Start of Exercise material
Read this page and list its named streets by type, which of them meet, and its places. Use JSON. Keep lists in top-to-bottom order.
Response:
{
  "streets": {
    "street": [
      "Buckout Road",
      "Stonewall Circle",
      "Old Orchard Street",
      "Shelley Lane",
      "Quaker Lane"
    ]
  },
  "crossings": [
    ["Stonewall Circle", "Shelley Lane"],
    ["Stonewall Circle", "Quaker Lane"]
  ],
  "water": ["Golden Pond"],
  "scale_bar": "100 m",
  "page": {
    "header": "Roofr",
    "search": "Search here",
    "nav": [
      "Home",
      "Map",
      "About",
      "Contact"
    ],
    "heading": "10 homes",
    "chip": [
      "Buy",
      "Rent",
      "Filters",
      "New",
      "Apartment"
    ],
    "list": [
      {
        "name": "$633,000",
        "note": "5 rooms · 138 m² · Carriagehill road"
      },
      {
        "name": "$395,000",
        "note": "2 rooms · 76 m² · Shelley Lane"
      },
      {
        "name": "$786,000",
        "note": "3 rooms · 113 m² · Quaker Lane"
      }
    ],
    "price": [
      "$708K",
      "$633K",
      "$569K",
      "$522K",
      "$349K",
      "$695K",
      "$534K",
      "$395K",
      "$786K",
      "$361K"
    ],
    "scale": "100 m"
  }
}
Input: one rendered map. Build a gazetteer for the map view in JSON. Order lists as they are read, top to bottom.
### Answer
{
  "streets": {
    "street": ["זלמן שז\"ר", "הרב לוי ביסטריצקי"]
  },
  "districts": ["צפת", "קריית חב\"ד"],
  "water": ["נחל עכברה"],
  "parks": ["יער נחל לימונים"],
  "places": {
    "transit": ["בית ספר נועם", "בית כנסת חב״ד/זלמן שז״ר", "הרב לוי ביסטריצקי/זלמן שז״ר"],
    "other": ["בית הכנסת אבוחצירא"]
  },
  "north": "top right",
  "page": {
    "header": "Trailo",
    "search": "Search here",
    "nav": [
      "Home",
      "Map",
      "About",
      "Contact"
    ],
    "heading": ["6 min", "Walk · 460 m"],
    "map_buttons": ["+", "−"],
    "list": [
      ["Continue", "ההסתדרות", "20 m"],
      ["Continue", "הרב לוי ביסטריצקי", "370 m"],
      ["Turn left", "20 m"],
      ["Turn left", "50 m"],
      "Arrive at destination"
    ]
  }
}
End of Exercise material
Each entry above has to be transcribed exactly as it appears.

### Finished exercise
Read this page and list its named streets by type, which of them meet, and its places. Use JSON. Keep lists in top-to-bottom order.
Response:
{
  "streets": {
    "street": [
      "Buckout Road",
      "Stonewall Circle",
      "Old Orchard Street",
      "Shelley Lane",
      "Quaker Lane"
    ]
  },
  "crossings": [
    ["Stonewall Circle", "Shelley Lane"],
    ["Stonewall Circle", "Quaker Lane"]
  ],
  "water": ["Golden Pond"],
  "scale_bar": "100 m",
  "page": {
    "header": "Roofr",
    "search": "Search here",
    "nav": [
      "Home",
      "Map",
      "About",
      "Contact"
    ],
    "heading": "10 homes",
    "chip": [
      "Buy",
      "Rent",
      "Filters",
      "New",
      "Apartment"
    ],
    "list": [
      {
        "name": "$633,000",
        "note": "5 rooms · 138 m² · Carriagehill road"
      },
      {
        "name": "$395,000",
        "note": "2 rooms · 76 m² · Shelley Lane"
      },
      {
        "name": "$786,000",
        "note": "3 rooms · 113 m² · Quaker Lane"
      }
    ],
    "price": [
      "$708K",
      "$633K",
      "$569K",
      "$522K",
      "$349K",
      "$695K",
      "$534K",
      "$395K",
      "$786K",
      "$361K"
    ],
    "scale": "100 m"
  }
}
Input: one rendered map. Build a gazetteer for the map view in JSON. Order lists as they are read, top to bottom.
### Answer
{
  "streets": {
    "street": ["זלמן שז\"ר", "הרב לוי ביסטריצקי"]
  },
  "districts": ["צפת", "קריית חב\"ד"],
  "water": ["נחל עכברה"],
  "parks": ["יער נחל לימונים"],
  "places": {
    "transit": ["בית ספר נועם", "בית כנסת חב״ד/זלמן שז״ר", "הרב לוי ביסטריצקי/זלמן שז״ר"],
    "other": ["בית הכנסת אבוחצירא"]
  },
  "north": "top right",
  "page": {
    "header": "Trailo",
    "search": "Search here",
    "nav": [
      "Home",
      "Map",
      "About",
      "Contact"
    ],
    "heading": ["6 min", "Walk · 460 m"],
    "map_buttons": ["+", "−"],
    "list": [
      ["Continue", "ההסתדרות", "20 m"],
      ["Continue", "הרב לוי ביסטריצקי", "370 m"],
      ["Turn left", "20 m"],
      ["Turn left", "50 m"],
      "Arrive at destination"
    ]
  }
}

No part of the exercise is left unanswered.